(Seoul=Yonhap Infomax) Yong Wook Kwon, Kyung Pyo Hong – The Japanese government has unveiled a massive stimulus package to address persistent inflation, but opinions remain divided over its potential impact on the economy.
On the 21st (local time), the Japanese government approved a comprehensive economic package totaling 21.3 trillion yen (approximately 199.21 trillion won, or $151 billion). This marks the largest stimulus since the pandemic and is a centerpiece of Prime Minister Sanae Takaichi’s expansionary fiscal policy aimed at boosting growth.
To finance the stimulus, the government plans to submit an extra budget worth 17.7 trillion yen, significantly surpassing the 13.9 trillion yen supplementary budget under former Prime Minister Shigeru Ishiba.
The government estimates the package will lift real GDP by 24 trillion yen, with a potential annualized growth rate of 1.4% if the effects persist over the next three years.
However, concerns are mounting that the Takaichi administration’s stimulus will further exacerbate Japan’s already massive public debt burden.
Japan’s financial markets have already priced in these concerns, pushing long-term yields to record highs and weakening the yen against the dollar.

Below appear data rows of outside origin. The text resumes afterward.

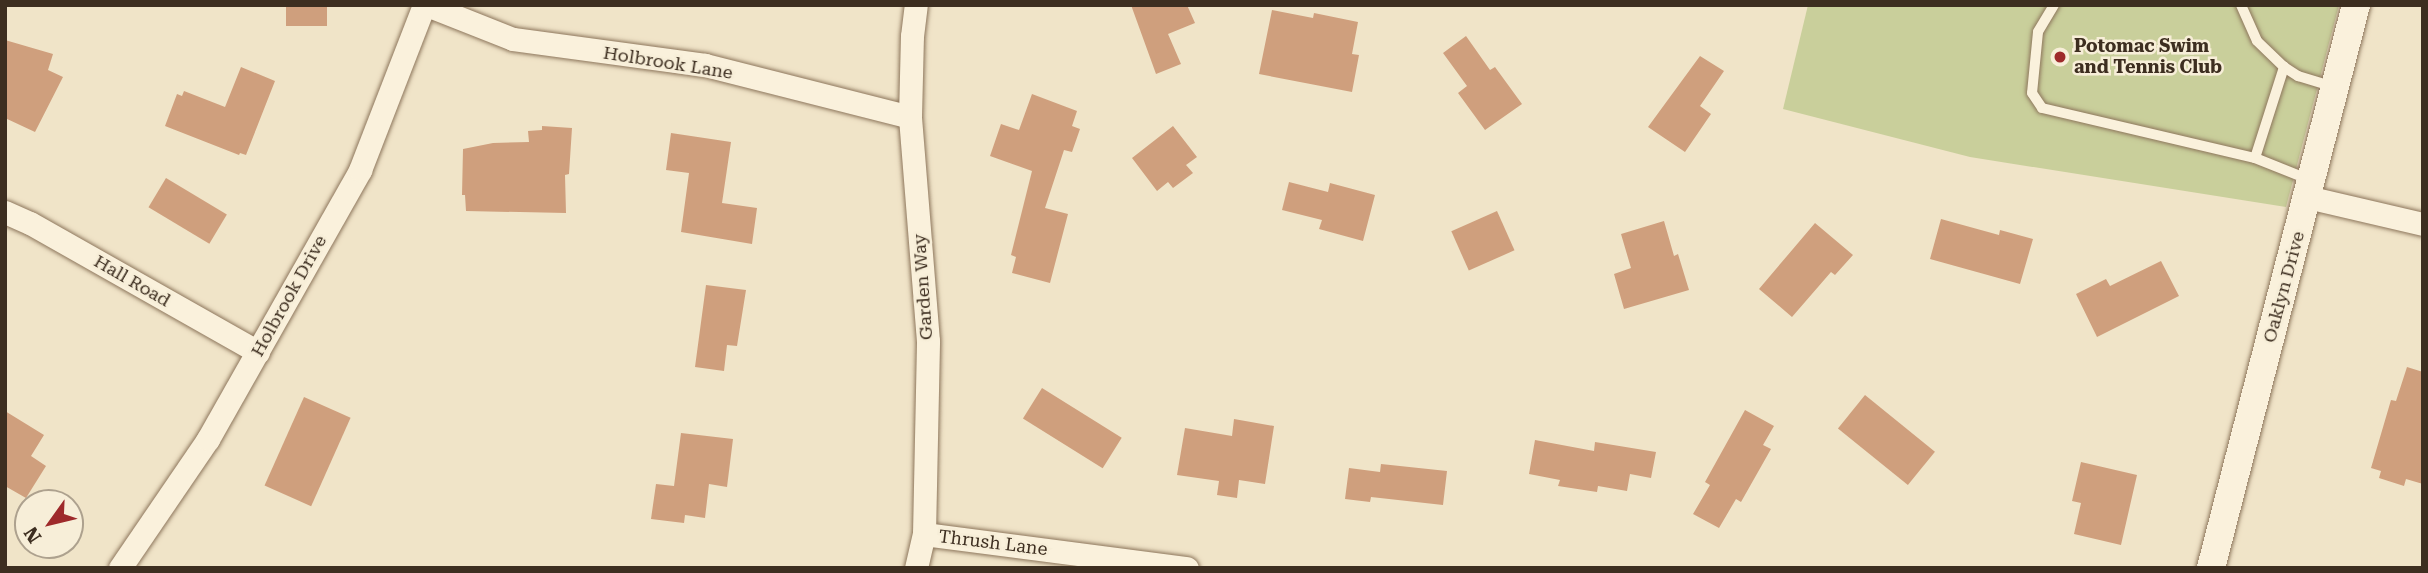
<!DOCTYPE html>
<html>
<head>
<meta charset="utf-8">
<style>
  body { margin:0 }
  #map { position:relative; width:2428px; height:573px; overflow:hidden; background:#f0e4c8; font-family:"Roboto Serif",serif }
  div>[style] { position:absolute }
  [style*='--x'] { left:calc(var(--x)*1px); top:calc(var(--y)*1px); width:calc(var(--w)*1px); rotate:calc(var(--a)*1deg) }
  .green>* { inset:0; background:#c9cf9b }
  .building>* { inset:0; background:#cf9f7d; transform-origin:0 0 }
  .roads { filter:drop-shadow(0 0 2px #8d765c) drop-shadow(0 0 2px #8d765c) }
  .service>* { height:10px; margin:-5px; padding:0 5px; transform-origin:5px; border-radius:5px; background:#faf1dc }
  .minor>* { height:23px; margin:-11.5px; padding:0 11.5px; transform-origin:11.5px; border-radius:11.5px; background:#faf1dc }
  .tertiary>* { height:28px; margin:-14px; padding:0 14px; transform-origin:14px; border-radius:14px; background:#faf1dc }
  .dots>* { width:19px; height:19px; translate:-50% -50%; box-sizing:border-box; border:4px solid #f7eed8; border-radius:50% }
  span { translate:-50% -50%; white-space:nowrap; text-align:center; line-height:1.15; -webkit-text-stroke:5px #f7eed8; paint-order:stroke }
  .poi-label { font-size:18px; color:#3d2e20; font-weight:700 }
  .left { translate:0 -50%; text-align:left }
  .street-label { font-size:18px; color:#3d2e20 }
  .frame { position:absolute; inset:0; border:7px solid #3d2e20; pointer-events:none }
  .north { position:absolute; left:14px; top:489px; width:70px; height:70px; box-sizing:border-box; background:#f7eed8; border:2px solid #ada18e; border-radius:50%; rotate:236deg; font-size:19px; font-weight:700; line-height:28px; text-align:center; color:#3d2e20 }
  .north::after { content:''; display:block; margin:auto; width:24px; height:32px; background:#9e2a2b; clip-path:polygon(50% 0,100% 100%,50% 72%,0 100%) }
</style>
</head>
<body>
<div id="map">
  <div class="green">
    <i style="clip-path:polygon(1808px 5px,2339px 5px,2286px 207px,1970px 157px,1783px 109px)"></i>
  </div>
  <div class="building">
    <i style="left:286px;top:5px;width:41px;height:21px"></i>
    <i style="clip-path:polygon(1131px 5px,1187px 5px,1195px 23px,1168px 34px,1181px 64px,1156px 74px)"></i>
    <i style="clip-path:polygon(1272px 10px,1313px 18px,1314px 13px,1358px 22px,1352px 54px,1359px 55px,1352px 92px,1259px 74px)"></i>
    <i style="clip-path:polygon(1466px 36px,1490px 70px,1495px 67px,1522px 104px,1485px 130px,1458px 93px,1467px 86px,1443px 53px)"></i>
    <i style="clip-path:polygon(5px 40px,53px 54px,48px 70px,63px 77px,35px 132px,5px 118px)"></i>
    <i style="clip-path:polygon(1700px 56px,1724px 71px,1700px 106px,1711px 114px,1685px 152px,1648px 127px)"></i>
    <i style="clip-path:polygon(241px 67px,275px 81px,246px 155px,240px 153px,239px 155px,165px 126px,177px 94px,182px 96px,184px 91px,225px 107px)"></i>
    <i style="clip-path:polygon(1032px 94px,1077px 111px,1072px 126px,1080px 129px,1072px 152px,1064px 150px,1045px 208px,1068px 214px,1050px 283px,1012px 273px,1016px 257px,1011px 255px,1032px 171px,990px 156px,1001px 124px,1019px 130px)"></i>
    <i style="clip-path:polygon(542px 126px,572px 128px,569px 174px,565px 175px,566px 213px,466px 211px,465px 195px,462px 195px,463px 149px,493px 143px,529px 142px,528px 131px,542px 130px)"></i>
    <i style="clip-path:polygon(1173px 126px,1197px 157px,1186px 165px,1193px 173px,1173px 188px,1168px 182px,1157px 191px,1132px 158px)"></i>
    <i style="clip-path:polygon(671px 133px,731px 142px,722px 203px,757px 208px,752px 244px,681px 232px,689px 173px,666px 170px)"></i>
    <i style="left:166px;top:178px;width:71px;height:34px;rotate:31deg"></i>
    <i style="clip-path:polygon(1289px 182px,1328px 192px,1330px 183px,1375px 195px,1363px 241px,1319px 229px,1322px 220px,1282px 210px)"></i>
    <i style="left:1497px;top:211px;width:43px;height:50px;rotate:66deg"></i>
    <i style="clip-path:polygon(1941px 219px,1999px 235px,2000px 230px,2033px 239px,2020px 284px,1930px 259px)"></i>
    <i style="clip-path:polygon(1664px 221px,1674px 256px,1678px 254px,1689px 290px,1624px 309px,1614px 274px,1631px 268px,1621px 234px)"></i>
    <i style="clip-path:polygon(1815px 223px,1853px 255px,1835px 275px,1831px 272px,1792px 317px,1759px 289px)"></i>
    <i style="clip-path:polygon(2161px 261px,2179px 296px,2097px 337px,2076px 294px,2106px 279px,2110px 286px)"></i>
    <i style="clip-path:polygon(706px 285px,746px 290px,737px 346px,727px 345px,724px 371px,695px 367px)"></i>
    <i style="clip-path:polygon(2407px 367px,2423px 372px,2423px 484px,2406px 479px,2404px 486px,2379px 478px,2381px 471px,2371px 468px,2391px 400px,2396px 401px)"></i>
    <i style="left:1042px;top:388px;width:94px;height:36px;rotate:32deg"></i>
    <i style="left:1865px;top:395px;width:90px;height:43px;rotate:39deg"></i>
    <i style="left:304px;top:397px;width:51px;height:97px;rotate:24deg"></i>
    <i style="clip-path:polygon(1745px 410px,1774px 426px,1763px 445px,1771px 449px,1741px 502px,1736px 499px,1719px 528px,1693px 514px,1710px 485px,1705px 482px)"></i>
    <i style="clip-path:polygon(5px 411px,44px 435px,31px 456px,46px 466px,26px 498px,5px 486px)"></i>
    <i style="clip-path:polygon(1234px 419px,1274px 426px,1265px 484px,1239px 480px,1237px 498px,1217px 495px,1219px 481px,1177px 475px,1185px 428px,1232px 436px)"></i>
    <i style="clip-path:polygon(681px 433px,733px 439px,727px 487px,709px 484px,705px 518px,685px 515px,684px 523px,651px 519px,656px 484px,674px 486px)"></i>
    <i style="clip-path:polygon(1535px 440px,1594px 451px,1595px 442px,1656px 452px,1651px 478px,1630px 474px,1627px 491px,1598px 486px,1597px 492px,1558px 486px,1560px 480px,1529px 474px)"></i>
    <i style="clip-path:polygon(2081px 462px,2137px 475px,2121px 545px,2074px 534px,2081px 503px,2072px 501px)"></i>
    <i style="clip-path:polygon(1381px 464px,1447px 471px,1443px 505px,1371px 497px,1370px 502px,1345px 499px,1349px 468px,1380px 472px)"></i>
  </div>
  <div class="roads">
    <div class="service">
      <i style="--x:2054;--y:5;--w:31;--a:121"></i>
      <i style="--x:2038;--y:32;--w:61;--a:95.6"></i>
      <i style="--x:2032;--y:93;--w:18;--a:56"></i>
      <i style="--x:2042;--y:108;--w:219;--a:13.2"></i>
      <i style="--x:2255;--y:158;--w:59;--a:21.8"></i>
      <i style="--x:2241;--y:5;--w:39;--a:66"></i>
      <i style="--x:2257;--y:41;--w:37;--a:44"></i>
      <i style="--x:2284;--y:67;--w:17;--a:33"></i>
      <i style="--x:2298;--y:76;--w:37;--a:17"></i>
      <i style="--x:2255;--y:158;--w:96;--a:-72.3"></i>
    </div>
    <div class="minor">
      <i style="--x:427;--y:5;--w:92;--a:21.6"></i>
      <i style="--x:513;--y:39;--w:194;--a:7.7"></i>
      <i style="--x:705;--y:65;--w:211;--a:14.2"></i>
      <i style="--x:2307;--y:197;--w:119;--a:13.1"></i>
      <i style="--x:5;--y:212;--w:27;--a:24"></i>
      <i style="--x:30;--y:223;--w:262;--a:29.5"></i>
      <i style="--x:924;--y:534;--w:265;--a:7.4"></i>
      <i style="--x:120;--y:568;--w:156;--a:-55.7"></i>
      <i style="--x:208;--y:439;--w:309;--a:-60.5"></i>
      <i style="--x:360;--y:170;--w:177;--a:-68.8"></i>
      <i style="--x:916;--y:568;--w:35;--a:-77"></i>
      <i style="--x:924;--y:534;--w:193;--a:-88.8"></i>
      <i style="--x:928;--y:341;--w:225;--a:-94.6"></i>
      <i style="--x:910;--y:117;--w:81;--a:-88.6"></i>
      <i style="--x:912;--y:36;--w:31;--a:-83"></i>
    </div>
    <div class="tertiary">
      <i style="--x:2211;--y:568;--w:581;--a:-75.56"></i>
    </div>
  </div>
  <div class="dots">
    <i style="left:2060px;top:57px;background:#9e2a2b"></i>
  </div>
  <div class="poi-label">
    <span class="left" style="left:2074px;top:57px">Potomac Swim<br>and Tennis Club</span>
  </div>
  <div class="street-label">
    <span style="left:668px;top:63px;rotate:9deg">Holbrook Lane</span>
    <span style="left:132px;top:281px;rotate:30deg">Hall Road</span>
    <span style="left:923px;top:287px;rotate:-94deg">Garden Way</span>
    <span style="left:2284px;top:287px;rotate:-75deg">Oaklyn Drive</span>
    <span style="left:289px;top:296px;rotate:-61deg">Holbrook Drive</span>
    <span style="left:993px;top:543px;rotate:7deg">Thrush Lane</span>
  </div>
  <div class="frame"></div>
  <div class="north">N</div>
</div>
</body>
</html>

Long-term Japanese government bond (JGB) yields have climbed steadily on fears that the large-scale stimulus will widen the fiscal deficit and necessitate further JGB issuance.
Last year, under the Ishiba administration, the supplementary budget amounted to 13.9 trillion yen, with an additional 6.69 trillion yen in JGBs issued. While the government plans to partially fund the new budget with tax revenues, multiple officials indicate that the scale of additional JGB issuance is likely to exceed last year’s level.
The yen’s depreciation, triggered by the stimulus, is fueling import price pressures for Japan, which relies heavily on overseas food, energy, and raw materials.
This has prompted Japanese foreign exchange authorities to voice growing concern over the yen’s weakness.
Prior to the package announcement, Bank of Japan (BOJ) Governor Kazuo Ueda told parliament, “We must be mindful that yen depreciation could push up import costs and overall prices, potentially impacting inflation.”
Finance Minister Satsuki Katayama warned regarding currency movements, “Foreign exchange intervention remains an option to address excessive volatility and speculative moves.”
Margarita Estevez-Abe, a researcher at Syracuse University, noted, “Japan has pursued expansionary economic policies for too long without revitalizing the economy.” She added, “We are already witnessing the market’s negative reaction to rising public debt, and further yen depreciation will hit ordinary Japanese households with even higher prices.”
Some market participants are already expressing concrete concerns about Japan’s fiscal soundness.
According to the Nihon Keizai Shimbun, the five-year JGB credit default swap (CDS) premium stood at 21.73 basis points as of the 20th, surpassing the 21.23bp recorded on October 13. This is the highest level since Takaichi was elected LDP leader and the highest since May 26 this year. The newspaper analyzed that the rise in CDS premiums is contributing to increased yen selling.